If anyone sees them, they are asked to contact Wiker at 250-878-9090 so he can recover them.

Water advisory upgraded

A public health advisory issued Tuesday night has been upgraded to a boil-water notice for some residents of West Kelowna.

The advisory was issued during Tuesday's storm surge on Okanagan Lake, regarding the discharge of treated effluent from the Westside Regional Wastewater Treatment Plant.

After further discussions with Interior Health, the regional district has been made aware that residences between 2523 and 2589 Whitworth Rd. are not connected to a municipal water supply and may draw water from the lake.

As a result, a boil-water notice is in place for anyone drawing drinking water from Okanagan Lake within 300 metres of the additional temporary wastewater treatment plant bypass discharge located just off the Pebble Beach Park shoreline.

Affected residents should boil any water used for drinking, cooking, washing produce or fruit, making beverages and ice or brushing teeth for at least one minute or secure an alternativee source of safe drinking water.

The district is providing bottled water for affected residents.

Also, as a precaution, swimming is not recommended within 150 metres of the temporary effluent discharge.  The municipal park remains closed.

Crash closes library

The Peachland branch of Okanagan Regional Library is temporarily closed for repairs.

After an incident involving a car, the building sustained a significant amount of external and internal damage requiring structural evaluation. Okanagan Regional Library is working closely with the building owner to ensure the library will be up and running as quickly as possible. 

The library is taking the unexpected incident as an opportunity to update the branch.

The library should fully reopen in late June. 

Since the accident, residents have been travelling to Summerland and Westbank for their library services. 

Brenda Mines exit closed

A washout has forced closure of the Brenda Mines exit off the Okanagan Connector.

In a brief statement, DriveBC says the exit is closed in both directions until further notice.

Originally, the notice indicated the highway was also closed, however, that has since been rescinded.

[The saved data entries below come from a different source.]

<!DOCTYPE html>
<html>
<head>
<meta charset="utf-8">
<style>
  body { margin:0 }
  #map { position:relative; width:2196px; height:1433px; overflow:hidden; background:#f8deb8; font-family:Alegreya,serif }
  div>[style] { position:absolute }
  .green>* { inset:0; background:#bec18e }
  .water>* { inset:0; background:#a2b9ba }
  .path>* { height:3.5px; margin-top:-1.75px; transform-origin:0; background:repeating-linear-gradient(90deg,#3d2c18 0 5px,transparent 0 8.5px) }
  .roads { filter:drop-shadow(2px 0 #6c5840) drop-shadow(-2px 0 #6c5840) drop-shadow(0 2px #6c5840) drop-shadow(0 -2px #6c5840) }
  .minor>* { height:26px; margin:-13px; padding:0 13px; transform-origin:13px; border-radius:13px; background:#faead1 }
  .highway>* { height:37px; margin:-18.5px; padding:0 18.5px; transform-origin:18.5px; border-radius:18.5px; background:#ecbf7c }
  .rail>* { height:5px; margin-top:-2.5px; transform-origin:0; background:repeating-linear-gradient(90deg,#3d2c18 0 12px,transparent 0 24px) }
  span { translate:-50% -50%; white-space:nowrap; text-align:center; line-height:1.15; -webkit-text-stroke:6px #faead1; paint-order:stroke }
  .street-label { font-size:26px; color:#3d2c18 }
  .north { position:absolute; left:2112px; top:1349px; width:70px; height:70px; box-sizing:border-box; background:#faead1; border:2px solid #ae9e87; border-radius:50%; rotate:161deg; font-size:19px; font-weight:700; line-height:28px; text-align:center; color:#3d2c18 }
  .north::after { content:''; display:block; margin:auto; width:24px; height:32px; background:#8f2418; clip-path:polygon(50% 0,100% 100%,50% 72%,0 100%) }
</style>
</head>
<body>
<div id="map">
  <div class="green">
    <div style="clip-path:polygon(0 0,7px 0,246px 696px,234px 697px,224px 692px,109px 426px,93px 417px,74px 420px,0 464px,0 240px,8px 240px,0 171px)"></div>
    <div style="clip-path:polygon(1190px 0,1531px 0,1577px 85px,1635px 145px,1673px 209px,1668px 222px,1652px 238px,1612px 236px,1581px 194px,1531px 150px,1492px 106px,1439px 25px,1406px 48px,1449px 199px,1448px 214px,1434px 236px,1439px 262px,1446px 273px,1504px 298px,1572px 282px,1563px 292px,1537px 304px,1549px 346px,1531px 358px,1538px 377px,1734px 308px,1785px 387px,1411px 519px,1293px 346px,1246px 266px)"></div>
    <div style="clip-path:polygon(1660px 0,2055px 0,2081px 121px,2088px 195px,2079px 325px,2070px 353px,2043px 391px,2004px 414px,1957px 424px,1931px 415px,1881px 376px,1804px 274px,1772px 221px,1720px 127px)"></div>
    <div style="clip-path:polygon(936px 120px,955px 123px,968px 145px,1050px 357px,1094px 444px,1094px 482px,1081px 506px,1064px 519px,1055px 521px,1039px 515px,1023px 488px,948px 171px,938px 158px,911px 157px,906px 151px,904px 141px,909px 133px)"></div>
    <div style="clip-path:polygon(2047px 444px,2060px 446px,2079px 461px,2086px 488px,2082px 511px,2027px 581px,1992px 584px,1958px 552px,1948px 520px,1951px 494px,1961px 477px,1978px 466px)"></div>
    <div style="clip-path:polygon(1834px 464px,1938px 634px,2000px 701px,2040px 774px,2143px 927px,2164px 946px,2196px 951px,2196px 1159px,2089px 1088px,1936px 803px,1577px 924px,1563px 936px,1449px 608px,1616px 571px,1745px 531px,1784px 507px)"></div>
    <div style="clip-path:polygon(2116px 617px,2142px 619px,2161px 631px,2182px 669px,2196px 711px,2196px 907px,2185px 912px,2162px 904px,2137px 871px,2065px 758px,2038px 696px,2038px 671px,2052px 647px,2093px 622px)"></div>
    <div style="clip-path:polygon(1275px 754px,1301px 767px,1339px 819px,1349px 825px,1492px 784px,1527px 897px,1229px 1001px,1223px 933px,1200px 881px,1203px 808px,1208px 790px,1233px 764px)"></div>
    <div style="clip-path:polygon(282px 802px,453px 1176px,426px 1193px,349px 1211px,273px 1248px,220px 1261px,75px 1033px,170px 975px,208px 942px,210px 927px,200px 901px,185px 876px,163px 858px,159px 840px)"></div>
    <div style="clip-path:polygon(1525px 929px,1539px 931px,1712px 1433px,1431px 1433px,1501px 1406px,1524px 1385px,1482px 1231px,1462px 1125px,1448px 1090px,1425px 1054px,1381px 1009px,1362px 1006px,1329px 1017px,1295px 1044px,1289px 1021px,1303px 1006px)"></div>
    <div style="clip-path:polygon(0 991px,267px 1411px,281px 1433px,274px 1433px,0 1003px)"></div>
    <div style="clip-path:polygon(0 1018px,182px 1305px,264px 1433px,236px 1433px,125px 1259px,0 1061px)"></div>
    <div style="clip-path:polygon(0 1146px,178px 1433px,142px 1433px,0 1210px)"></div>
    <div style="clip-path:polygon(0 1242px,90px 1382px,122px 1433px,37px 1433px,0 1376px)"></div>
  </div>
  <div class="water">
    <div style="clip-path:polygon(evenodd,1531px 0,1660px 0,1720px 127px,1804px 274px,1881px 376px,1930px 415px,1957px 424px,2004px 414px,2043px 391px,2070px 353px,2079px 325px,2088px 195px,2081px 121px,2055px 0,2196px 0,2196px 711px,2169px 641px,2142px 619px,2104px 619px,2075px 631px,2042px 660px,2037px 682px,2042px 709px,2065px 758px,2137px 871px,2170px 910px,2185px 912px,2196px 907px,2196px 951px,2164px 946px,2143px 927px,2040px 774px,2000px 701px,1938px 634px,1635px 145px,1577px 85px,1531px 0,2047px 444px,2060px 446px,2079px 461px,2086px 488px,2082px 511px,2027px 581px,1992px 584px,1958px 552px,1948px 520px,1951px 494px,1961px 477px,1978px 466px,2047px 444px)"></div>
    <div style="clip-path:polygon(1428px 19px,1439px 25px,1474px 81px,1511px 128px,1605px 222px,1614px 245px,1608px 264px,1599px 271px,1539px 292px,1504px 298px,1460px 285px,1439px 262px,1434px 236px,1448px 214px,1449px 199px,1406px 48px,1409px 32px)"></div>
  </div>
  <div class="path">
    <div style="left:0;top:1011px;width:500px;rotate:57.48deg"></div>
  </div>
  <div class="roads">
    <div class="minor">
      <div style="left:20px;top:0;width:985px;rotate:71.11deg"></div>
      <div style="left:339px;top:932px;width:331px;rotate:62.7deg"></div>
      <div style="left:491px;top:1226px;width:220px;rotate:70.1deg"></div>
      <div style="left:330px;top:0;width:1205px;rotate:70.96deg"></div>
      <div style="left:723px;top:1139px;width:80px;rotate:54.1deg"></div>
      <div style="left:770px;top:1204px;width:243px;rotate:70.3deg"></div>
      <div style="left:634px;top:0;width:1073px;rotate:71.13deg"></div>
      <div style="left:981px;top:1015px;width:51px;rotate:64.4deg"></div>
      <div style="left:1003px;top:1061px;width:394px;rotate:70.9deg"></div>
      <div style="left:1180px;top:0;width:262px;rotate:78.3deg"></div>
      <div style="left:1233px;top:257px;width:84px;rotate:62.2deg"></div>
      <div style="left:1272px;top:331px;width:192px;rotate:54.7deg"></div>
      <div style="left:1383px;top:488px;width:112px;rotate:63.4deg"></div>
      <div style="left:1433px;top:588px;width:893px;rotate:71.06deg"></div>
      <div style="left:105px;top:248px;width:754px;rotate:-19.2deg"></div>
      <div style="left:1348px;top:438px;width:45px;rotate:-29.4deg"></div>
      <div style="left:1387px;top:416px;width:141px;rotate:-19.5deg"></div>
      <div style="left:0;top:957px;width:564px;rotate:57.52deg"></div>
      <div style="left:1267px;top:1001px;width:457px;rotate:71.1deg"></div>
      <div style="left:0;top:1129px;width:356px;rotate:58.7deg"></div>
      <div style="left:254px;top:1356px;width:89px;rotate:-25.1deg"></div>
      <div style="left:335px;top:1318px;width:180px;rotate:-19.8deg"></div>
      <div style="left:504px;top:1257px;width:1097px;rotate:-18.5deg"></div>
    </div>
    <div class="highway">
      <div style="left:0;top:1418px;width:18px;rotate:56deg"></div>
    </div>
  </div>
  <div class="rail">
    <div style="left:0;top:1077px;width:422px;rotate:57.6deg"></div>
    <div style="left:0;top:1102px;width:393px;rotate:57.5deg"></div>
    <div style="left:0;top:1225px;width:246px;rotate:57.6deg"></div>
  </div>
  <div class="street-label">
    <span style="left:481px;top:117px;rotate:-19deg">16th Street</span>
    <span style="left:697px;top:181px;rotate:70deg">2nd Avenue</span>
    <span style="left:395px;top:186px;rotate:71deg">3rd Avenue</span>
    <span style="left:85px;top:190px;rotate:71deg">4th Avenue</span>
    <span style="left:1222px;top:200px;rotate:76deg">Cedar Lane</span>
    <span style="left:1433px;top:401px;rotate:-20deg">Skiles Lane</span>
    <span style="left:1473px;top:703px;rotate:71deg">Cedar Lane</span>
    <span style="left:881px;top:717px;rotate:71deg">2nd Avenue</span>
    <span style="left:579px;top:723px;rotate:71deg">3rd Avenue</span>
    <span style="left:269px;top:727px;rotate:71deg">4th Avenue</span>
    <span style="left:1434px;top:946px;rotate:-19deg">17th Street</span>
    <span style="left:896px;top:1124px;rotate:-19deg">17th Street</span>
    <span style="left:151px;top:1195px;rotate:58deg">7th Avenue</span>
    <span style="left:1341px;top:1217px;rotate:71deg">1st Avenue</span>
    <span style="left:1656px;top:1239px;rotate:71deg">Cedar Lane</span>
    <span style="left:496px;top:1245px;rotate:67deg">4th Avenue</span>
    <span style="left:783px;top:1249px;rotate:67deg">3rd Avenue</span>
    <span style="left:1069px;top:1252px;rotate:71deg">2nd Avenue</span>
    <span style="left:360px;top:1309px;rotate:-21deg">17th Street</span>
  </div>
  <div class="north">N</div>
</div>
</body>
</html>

Water advisory on Westside

A public health advisory has been issued relating to the temporary pumping bypass of treated effluent from the westside regional wastewater treatment plant into Okanagan Lake.

As a result of further consultation with Interior Health, the Central Okanagan Regional District issued the precautionary advisory Tuesday night.

Interior Health recommends anyone drawing drinking water from Okanagan Lake within 150 metres of the bypass discharge, located just off Pebble Beach Park in West Kelowna, should boil or secure an alternate source of safe drinking water.

In addition, swimming is discouraged within 150 metres of the temporary discharge. The park on Whitworth Road was closed by the City of West Kelowna last week as flood protection works were installed.

Due to rising lake levels and an increase in wastewater flows into the treatment plant from West Kelowna, Peachland and the Westbank First Nation, the additional pump was added last week, boosting the outfall capacity of the plant’s treated effluent.

The additional pump is required because higher than normal lake levels have caused a decreased flow of treated effluent from the plant’s outfall in Okanagan Lake.